*Work item:* Whatever runs from the line with "Input: one rendered" to the end of the records below must be copied exactly, with nothing else included.

::::::::

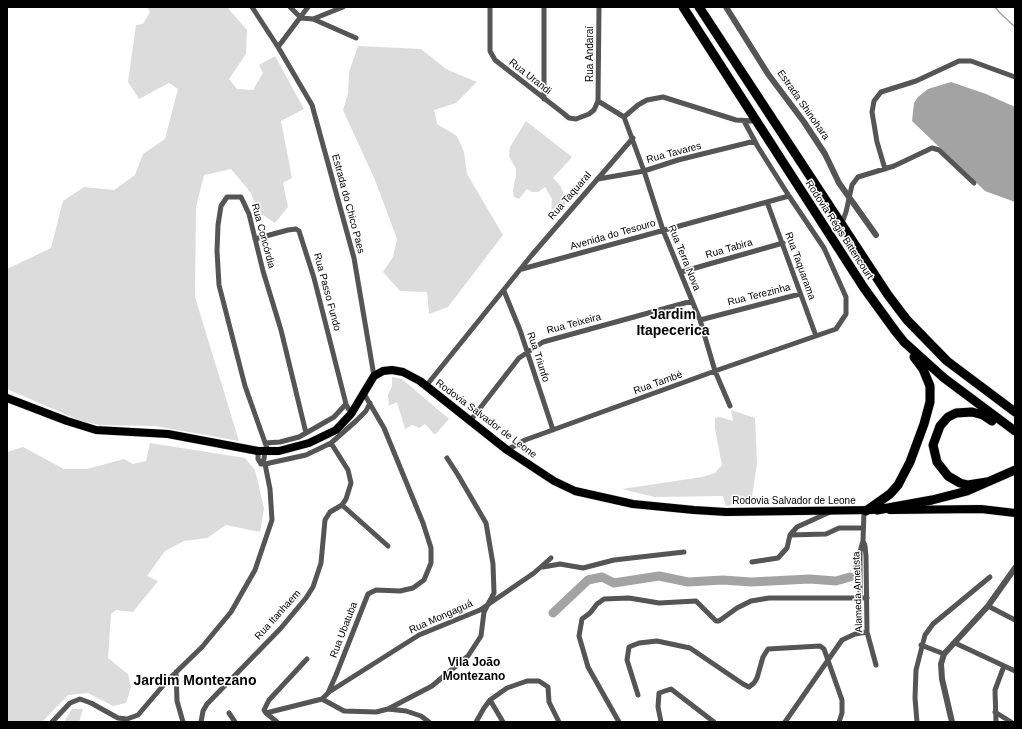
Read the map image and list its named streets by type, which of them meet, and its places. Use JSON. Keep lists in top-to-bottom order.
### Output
{
  "streets": {
    "highway": ["Rodovia Régis Bittencourt"],
    "main road": ["Rodovia Salvador de Leone"],
    "street": [
      "Rua Andaraí",
      "Rua Urandi",
      "Estrada Shinohara",
      "Rua Tavares",
      "Rua Taquaral",
      "Estrada do Chico Paes",
      "Avenida do Tesouro",
      "Rua Concórdia",
      "Rua Tabira",
      "Rua Terra Nova",
      "Rua Taquarama",
      "Rua Passo Fundo",
      "Rua Terezinha",
      "Rua Teixeira",
      "Rua Triunfo",
      "Rua També",
      "Alameda Ametista",
      "Rua Itanhaem",
      "Rua Mongaguá",
      "Rua Ubatuba"
    ]
  },
  "crossings": [
    ["Rua Andaraí", "Rua Urandi"],
    ["Rua Tavares", "Rua Taquaral"],
    ["Rua Tavares", "Rua Terra Nova"],
    ["Rua Tavares", "Rua També"],
    ["Rua Taquaral", "Avenida do Tesouro"],
    ["Rua Taquaral", "Rua Terra Nova"],
    ["Rua Taquaral", "Rua Triunfo"],
    ["Rua Taquaral", "Rodovia Salvador de Leone"],
    ["Estrada do Chico Paes", "Rodovia Salvador de Leone"],
    ["Avenida do Tesouro", "Rua Terra Nova"],
    ["Avenida do Tesouro", "Rua Taquarama"],
    ["Avenida do Tesouro", "Rua També"],
    ["Rua Concórdia", "Rua Passo Fundo"],
    ["Rua Tabira", "Rua Terra Nova"],
    ["Rua Tabira", "Rua Taquarama"],
    ["Rua Terra Nova", "Rua Terezinha"],
    ["Rua Terra Nova", "Rua Teixeira"],
    ["Rua Terra Nova", "Rua També"],
    ["Rua Taquarama", "Rua Terezinha"],
    ["Rua Taquarama", "Rua També"],
    ["Rua Teixeira", "Rua Triunfo"],
    ["Rua Teixeira", "Rodovia Salvador de Leone"],
    ["Rua Triunfo", "Rua També"],
    ["Rua També", "Rodovia Salvador de Leone"],
    ["Rodovia Salvador de Leone", "Alameda Ametista"],
    ["Rua Mongaguá", "Rua Ubatuba"]
  ],
  "districts": ["Jardim Itapecerica", "Vila João Montezano", "Jardim Montezano"]
}
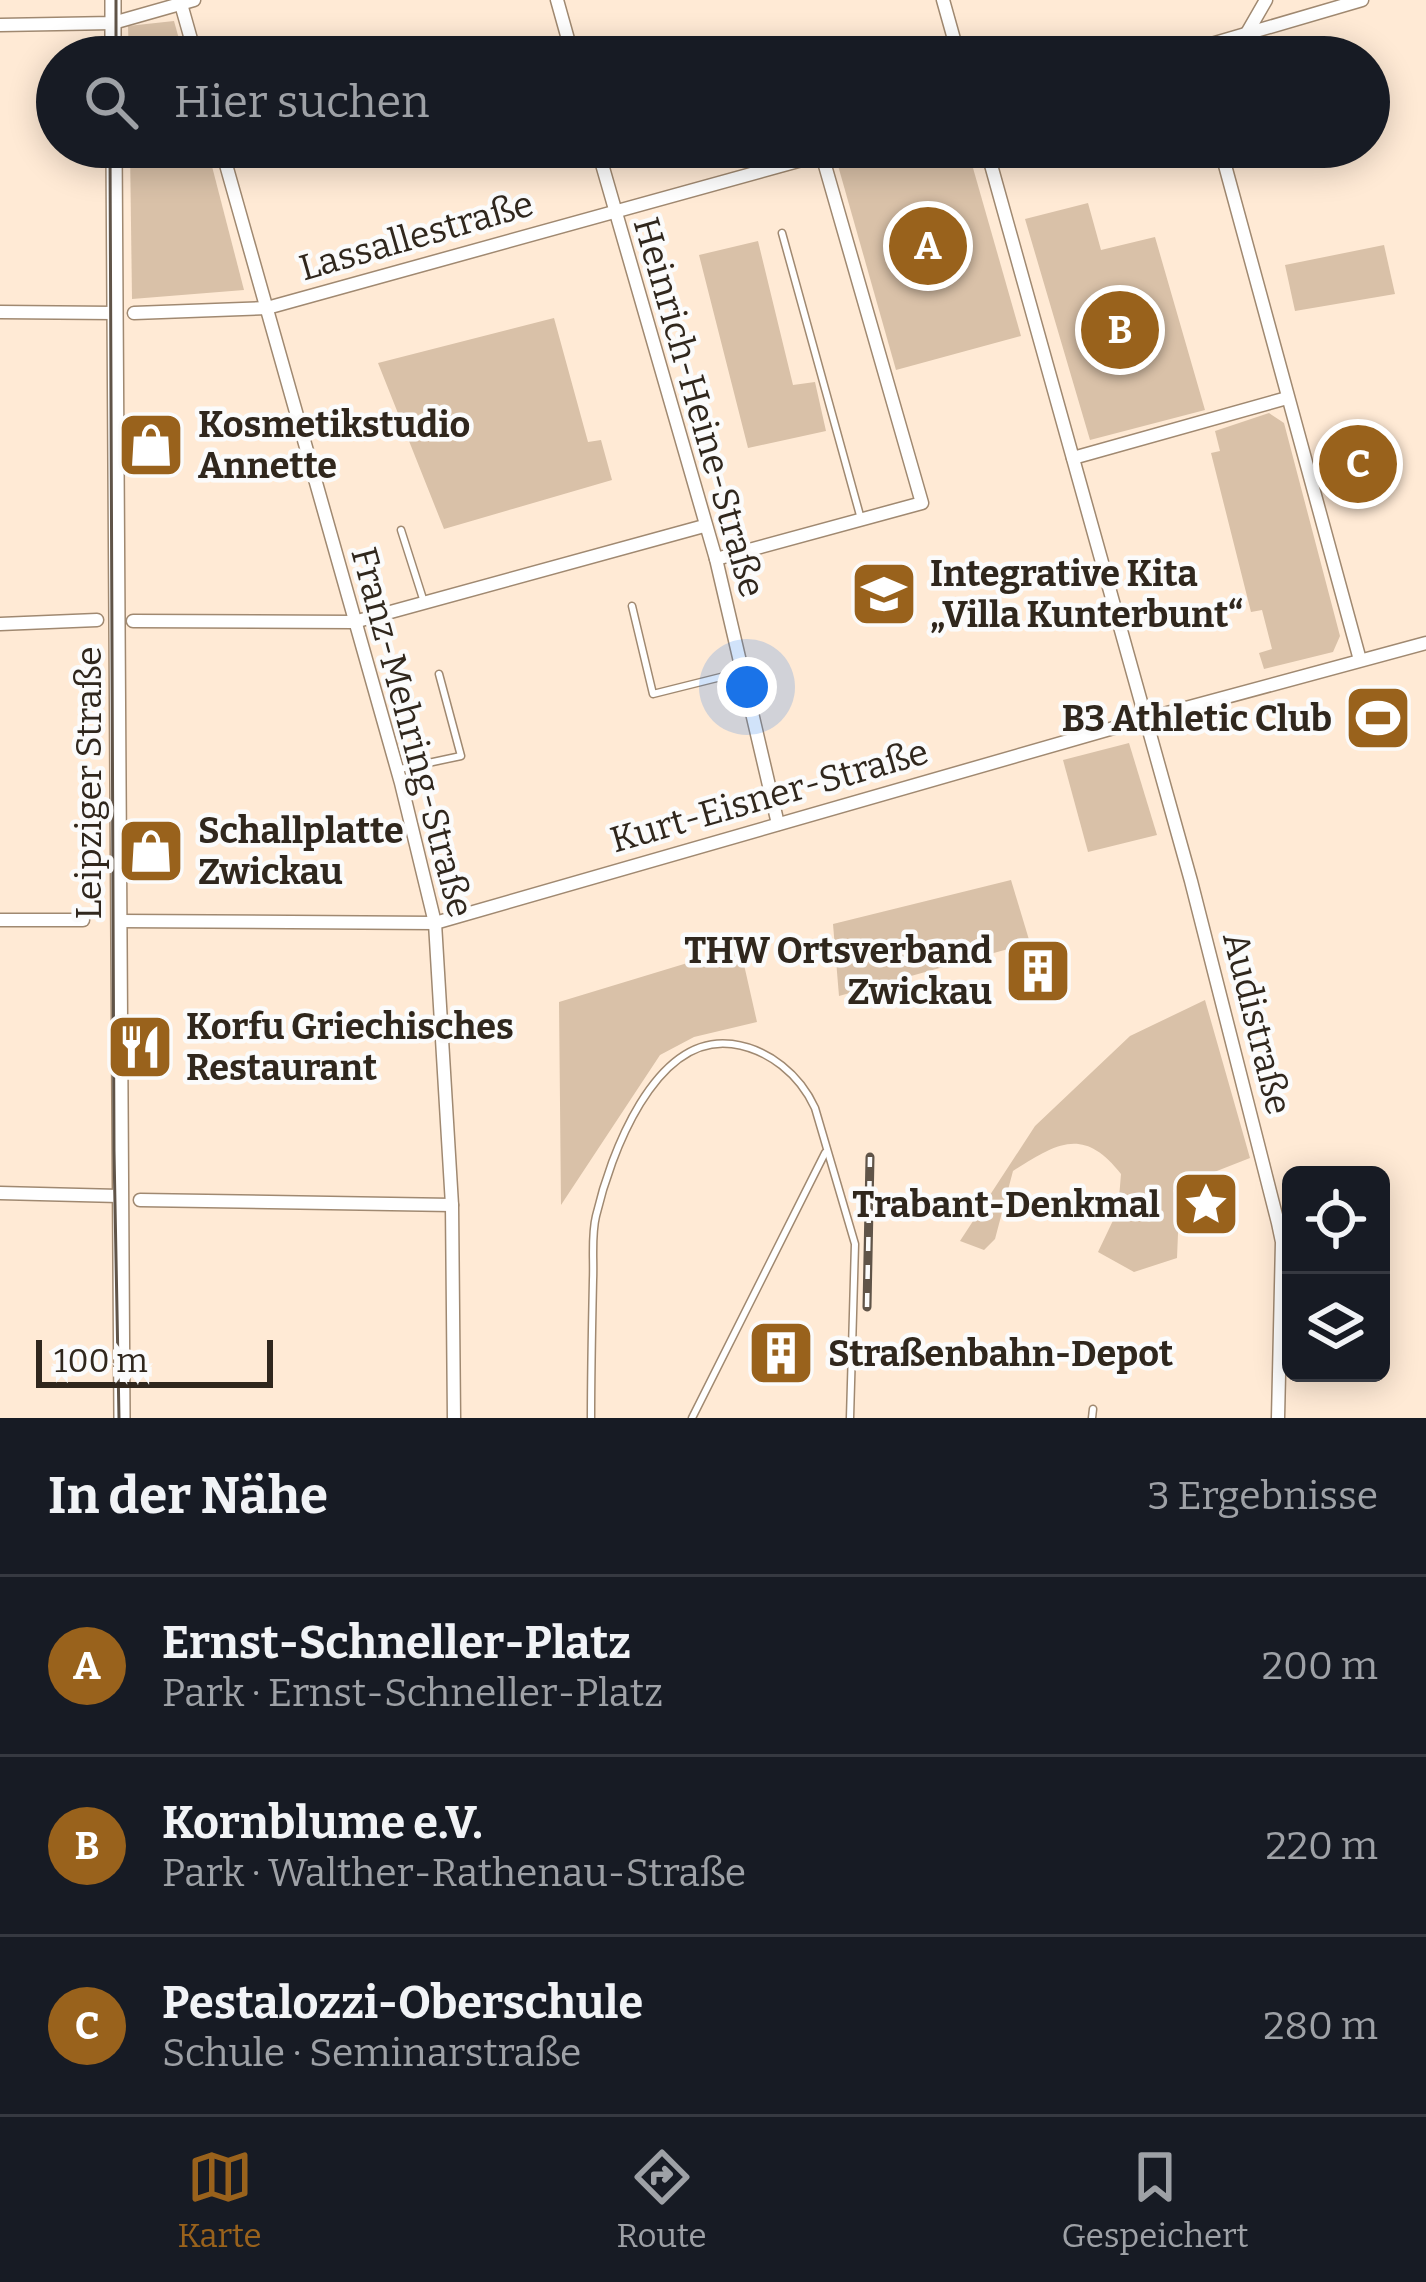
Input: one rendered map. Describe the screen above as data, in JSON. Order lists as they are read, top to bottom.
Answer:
{
  "streets": {
    "street": [
      "Lassallestraße",
      "Heinrich-Heine-Straße",
      "Franz-Mehring-Straße",
      "Leipziger Straße",
      "Kurt-Eisner-Straße",
      "Audistraße"
    ]
  },
  "crossings": [
    ["Lassallestraße", "Heinrich-Heine-Straße"],
    ["Lassallestraße", "Franz-Mehring-Straße"],
    ["Heinrich-Heine-Straße", "Kurt-Eisner-Straße"],
    ["Franz-Mehring-Straße", "Kurt-Eisner-Straße"],
    ["Leipziger Straße", "Kurt-Eisner-Straße"],
    ["Kurt-Eisner-Straße", "Audistraße"]
  ],
  "places": {
    "shop": ["Kosmetikstudio Annette", "Schallplatte Zwickau"],
    "school or university": ["Integrative Kita „Villa Kunterbunt“"],
    "sports": ["B3 Athletic Club"],
    "building": ["THW Ortsverband Zwickau", "Straßenbahn-Depot"],
    "restaurant": ["Korfu Griechisches Restaurant"],
    "place": ["Trabant-Denkmal"]
  },
  "scale_bar": "100 m",
  "page": {
    "search": "Hier suchen",
    "pins": ["A", "B", "C"],
    "scale": "100 m",
    "heading": ["In der Nähe", "3 Ergebnisse"],
    "list": [
      {
        "mark": "A",
        "name": "Ernst-Schneller-Platz",
        "note": "Park · Ernst-Schneller-Platz",
        "value": "200 m"
      },
      {
        "mark": "B",
        "name": "Kornblume e.V.",
        "note": "Park · Walther-Rathenau-Straße",
        "value": "220 m"
      },
      {
        "mark": "C",
        "name": "Pestalozzi-Oberschule",
        "note": "Schule · Seminarstraße",
        "value": "280 m"
      }
    ],
    "nav": ["Karte", "Route", "Gespeichert"]
  }
}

::::::::

*Exercise response:*
Input: one rendered map. Describe the screen above as data, in JSON. Order lists as they are read, top to bottom.
Answer:
{
  "streets": {
    "street": [
      "Lassallestraße",
      "Heinrich-Heine-Straße",
      "Franz-Mehring-Straße",
      "Leipziger Straße",
      "Kurt-Eisner-Straße",
      "Audistraße"
    ]
  },
  "crossings": [
    ["Lassallestraße", "Heinrich-Heine-Straße"],
    ["Lassallestraße", "Franz-Mehring-Straße"],
    ["Heinrich-Heine-Straße", "Kurt-Eisner-Straße"],
    ["Franz-Mehring-Straße", "Kurt-Eisner-Straße"],
    ["Leipziger Straße", "Kurt-Eisner-Straße"],
    ["Kurt-Eisner-Straße", "Audistraße"]
  ],
  "places": {
    "shop": ["Kosmetikstudio Annette", "Schallplatte Zwickau"],
    "school or university": ["Integrative Kita „Villa Kunterbunt“"],
    "sports": ["B3 Athletic Club"],
    "building": ["THW Ortsverband Zwickau", "Straßenbahn-Depot"],
    "restaurant": ["Korfu Griechisches Restaurant"],
    "place": ["Trabant-Denkmal"]
  },
  "scale_bar": "100 m",
  "page": {
    "search": "Hier suchen",
    "pins": ["A", "B", "C"],
    "scale": "100 m",
    "heading": ["In der Nähe", "3 Ergebnisse"],
    "list": [
      {
        "mark": "A",
        "name": "Ernst-Schneller-Platz",
        "note": "Park · Ernst-Schneller-Platz",
        "value": "200 m"
      },
      {
        "mark": "B",
        "name": "Kornblume e.V.",
        "note": "Park · Walther-Rathenau-Straße",
        "value": "220 m"
      },
      {
        "mark": "C",
        "name": "Pestalozzi-Oberschule",
        "note": "Schule · Seminarstraße",
        "value": "280 m"
      }
    ],
    "nav": ["Karte", "Route", "Gespeichert"]
  }
}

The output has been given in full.